▸ **Data records**
┌──

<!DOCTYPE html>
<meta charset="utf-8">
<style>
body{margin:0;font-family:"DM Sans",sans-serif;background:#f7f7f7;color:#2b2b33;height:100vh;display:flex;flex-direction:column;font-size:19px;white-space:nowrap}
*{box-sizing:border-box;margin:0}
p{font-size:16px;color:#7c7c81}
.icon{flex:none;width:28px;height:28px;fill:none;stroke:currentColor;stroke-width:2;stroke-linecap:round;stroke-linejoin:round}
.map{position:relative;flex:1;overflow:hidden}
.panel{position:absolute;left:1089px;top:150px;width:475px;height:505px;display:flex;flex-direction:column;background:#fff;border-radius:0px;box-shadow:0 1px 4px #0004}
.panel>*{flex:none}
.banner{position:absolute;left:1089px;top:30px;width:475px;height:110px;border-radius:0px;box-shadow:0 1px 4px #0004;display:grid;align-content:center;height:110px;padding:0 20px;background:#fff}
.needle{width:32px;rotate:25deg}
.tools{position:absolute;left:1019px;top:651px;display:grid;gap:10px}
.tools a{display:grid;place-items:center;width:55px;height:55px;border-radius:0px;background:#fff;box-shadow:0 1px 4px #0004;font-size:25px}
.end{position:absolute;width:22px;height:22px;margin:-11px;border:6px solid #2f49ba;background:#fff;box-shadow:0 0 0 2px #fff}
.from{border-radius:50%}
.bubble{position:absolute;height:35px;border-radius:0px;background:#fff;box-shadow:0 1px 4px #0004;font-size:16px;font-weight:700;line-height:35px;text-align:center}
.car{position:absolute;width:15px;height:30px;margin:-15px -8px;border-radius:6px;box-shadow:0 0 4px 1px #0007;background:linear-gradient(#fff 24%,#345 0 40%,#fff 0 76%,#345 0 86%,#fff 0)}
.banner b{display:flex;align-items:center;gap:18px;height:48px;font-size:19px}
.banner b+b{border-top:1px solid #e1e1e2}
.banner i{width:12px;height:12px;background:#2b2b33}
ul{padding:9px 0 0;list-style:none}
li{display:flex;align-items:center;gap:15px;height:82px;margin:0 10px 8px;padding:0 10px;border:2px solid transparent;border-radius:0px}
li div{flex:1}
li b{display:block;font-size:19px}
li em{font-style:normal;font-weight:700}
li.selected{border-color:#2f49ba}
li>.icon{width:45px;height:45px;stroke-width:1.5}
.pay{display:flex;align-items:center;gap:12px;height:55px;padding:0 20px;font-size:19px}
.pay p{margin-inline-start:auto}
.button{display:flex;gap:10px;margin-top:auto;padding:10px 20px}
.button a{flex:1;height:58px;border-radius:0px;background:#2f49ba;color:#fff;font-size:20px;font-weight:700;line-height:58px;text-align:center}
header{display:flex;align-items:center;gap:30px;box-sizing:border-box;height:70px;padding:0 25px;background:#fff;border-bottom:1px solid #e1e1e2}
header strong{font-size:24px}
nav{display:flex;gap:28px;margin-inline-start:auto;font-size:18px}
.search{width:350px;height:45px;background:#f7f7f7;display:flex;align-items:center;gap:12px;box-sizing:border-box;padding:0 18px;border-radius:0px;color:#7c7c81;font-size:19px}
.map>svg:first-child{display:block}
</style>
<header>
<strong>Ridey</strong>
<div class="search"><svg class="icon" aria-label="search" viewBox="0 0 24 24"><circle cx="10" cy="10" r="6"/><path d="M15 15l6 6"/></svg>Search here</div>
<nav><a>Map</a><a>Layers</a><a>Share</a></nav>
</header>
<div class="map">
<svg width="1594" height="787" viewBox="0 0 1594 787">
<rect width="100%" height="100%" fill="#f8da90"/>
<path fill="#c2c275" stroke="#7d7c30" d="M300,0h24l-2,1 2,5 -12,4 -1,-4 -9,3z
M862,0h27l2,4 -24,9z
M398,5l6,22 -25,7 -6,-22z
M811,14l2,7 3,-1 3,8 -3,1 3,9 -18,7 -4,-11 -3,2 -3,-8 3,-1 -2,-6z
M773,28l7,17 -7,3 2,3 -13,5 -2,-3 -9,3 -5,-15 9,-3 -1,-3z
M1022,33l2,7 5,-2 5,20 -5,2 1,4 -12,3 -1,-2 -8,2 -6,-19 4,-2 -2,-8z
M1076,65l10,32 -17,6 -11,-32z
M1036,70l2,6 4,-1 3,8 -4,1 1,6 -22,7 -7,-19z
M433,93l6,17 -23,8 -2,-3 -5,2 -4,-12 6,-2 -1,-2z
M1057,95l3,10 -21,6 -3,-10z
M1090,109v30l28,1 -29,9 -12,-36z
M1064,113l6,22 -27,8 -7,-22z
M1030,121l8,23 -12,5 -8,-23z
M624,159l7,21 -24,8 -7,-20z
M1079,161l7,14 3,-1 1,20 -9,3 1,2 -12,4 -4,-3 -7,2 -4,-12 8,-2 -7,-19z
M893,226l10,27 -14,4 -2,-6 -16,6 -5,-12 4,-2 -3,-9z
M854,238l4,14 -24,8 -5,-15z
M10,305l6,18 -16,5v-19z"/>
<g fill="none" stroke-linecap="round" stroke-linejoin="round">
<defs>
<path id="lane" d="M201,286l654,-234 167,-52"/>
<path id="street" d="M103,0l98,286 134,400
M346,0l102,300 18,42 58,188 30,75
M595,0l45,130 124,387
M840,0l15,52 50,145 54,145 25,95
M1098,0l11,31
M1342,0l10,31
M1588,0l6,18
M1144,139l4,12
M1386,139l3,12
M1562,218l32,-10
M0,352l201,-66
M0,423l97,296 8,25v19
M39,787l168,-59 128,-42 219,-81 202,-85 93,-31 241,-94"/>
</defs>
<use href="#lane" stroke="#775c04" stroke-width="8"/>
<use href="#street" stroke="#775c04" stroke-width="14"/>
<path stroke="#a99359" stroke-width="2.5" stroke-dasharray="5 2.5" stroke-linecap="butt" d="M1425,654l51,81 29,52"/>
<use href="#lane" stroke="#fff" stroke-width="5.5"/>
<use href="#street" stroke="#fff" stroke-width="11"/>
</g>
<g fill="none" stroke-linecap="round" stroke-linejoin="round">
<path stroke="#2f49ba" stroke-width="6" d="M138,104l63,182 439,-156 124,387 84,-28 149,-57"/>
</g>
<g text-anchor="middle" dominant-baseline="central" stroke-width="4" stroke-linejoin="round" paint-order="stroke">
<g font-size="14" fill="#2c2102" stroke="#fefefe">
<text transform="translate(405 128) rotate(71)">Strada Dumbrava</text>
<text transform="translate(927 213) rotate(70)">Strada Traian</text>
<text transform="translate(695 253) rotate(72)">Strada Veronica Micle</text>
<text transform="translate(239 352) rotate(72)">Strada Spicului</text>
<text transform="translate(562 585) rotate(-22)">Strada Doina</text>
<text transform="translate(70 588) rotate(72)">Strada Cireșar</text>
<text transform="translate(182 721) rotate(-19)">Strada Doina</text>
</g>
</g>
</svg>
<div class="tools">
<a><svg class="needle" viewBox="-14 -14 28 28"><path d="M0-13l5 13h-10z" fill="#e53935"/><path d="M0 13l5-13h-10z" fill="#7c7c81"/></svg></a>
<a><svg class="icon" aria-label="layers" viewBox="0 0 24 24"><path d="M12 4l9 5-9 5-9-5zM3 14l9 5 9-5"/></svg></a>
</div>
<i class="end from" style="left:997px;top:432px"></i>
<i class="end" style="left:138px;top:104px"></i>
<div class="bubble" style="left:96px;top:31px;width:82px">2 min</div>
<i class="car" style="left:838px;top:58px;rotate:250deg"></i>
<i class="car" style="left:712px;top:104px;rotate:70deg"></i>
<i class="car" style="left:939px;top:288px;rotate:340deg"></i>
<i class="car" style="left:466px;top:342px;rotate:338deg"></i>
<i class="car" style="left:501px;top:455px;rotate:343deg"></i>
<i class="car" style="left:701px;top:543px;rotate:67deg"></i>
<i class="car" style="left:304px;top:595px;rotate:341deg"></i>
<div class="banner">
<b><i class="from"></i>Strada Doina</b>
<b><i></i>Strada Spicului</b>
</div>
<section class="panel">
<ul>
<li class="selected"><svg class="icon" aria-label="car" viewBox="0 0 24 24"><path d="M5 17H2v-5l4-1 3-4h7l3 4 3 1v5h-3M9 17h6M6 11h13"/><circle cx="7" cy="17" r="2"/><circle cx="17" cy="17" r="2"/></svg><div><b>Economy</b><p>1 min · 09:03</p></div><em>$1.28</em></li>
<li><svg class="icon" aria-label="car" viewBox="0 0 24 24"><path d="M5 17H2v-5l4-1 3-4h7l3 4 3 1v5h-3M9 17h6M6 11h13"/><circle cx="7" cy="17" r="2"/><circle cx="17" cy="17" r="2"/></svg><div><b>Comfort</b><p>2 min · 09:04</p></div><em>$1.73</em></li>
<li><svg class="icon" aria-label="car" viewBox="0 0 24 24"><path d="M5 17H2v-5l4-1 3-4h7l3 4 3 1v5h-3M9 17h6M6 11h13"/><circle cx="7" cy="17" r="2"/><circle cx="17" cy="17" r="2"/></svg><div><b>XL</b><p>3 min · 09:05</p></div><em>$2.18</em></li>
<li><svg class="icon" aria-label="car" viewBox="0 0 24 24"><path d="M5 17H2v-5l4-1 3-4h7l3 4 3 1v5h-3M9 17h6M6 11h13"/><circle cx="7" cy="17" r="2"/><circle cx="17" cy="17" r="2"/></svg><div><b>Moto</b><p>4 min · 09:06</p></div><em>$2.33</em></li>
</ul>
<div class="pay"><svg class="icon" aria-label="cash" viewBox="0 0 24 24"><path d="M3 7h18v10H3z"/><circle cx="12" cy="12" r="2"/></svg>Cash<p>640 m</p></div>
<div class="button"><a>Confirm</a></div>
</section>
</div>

└──

▸ **Requirement**
Please copy each line of the entries in which the word "bubble" shows up.

▸ **Solution to the exercise**
.bubble{position:absolute;height:35px;border-radius:0px;background:#fff;box-shadow:0 1px 4px #0004;font-size:16px;font-weight:700;line-height:35px;text-align:center}
<div class="bubble" style="left:96px;top:31px;width:82px">2 min</div>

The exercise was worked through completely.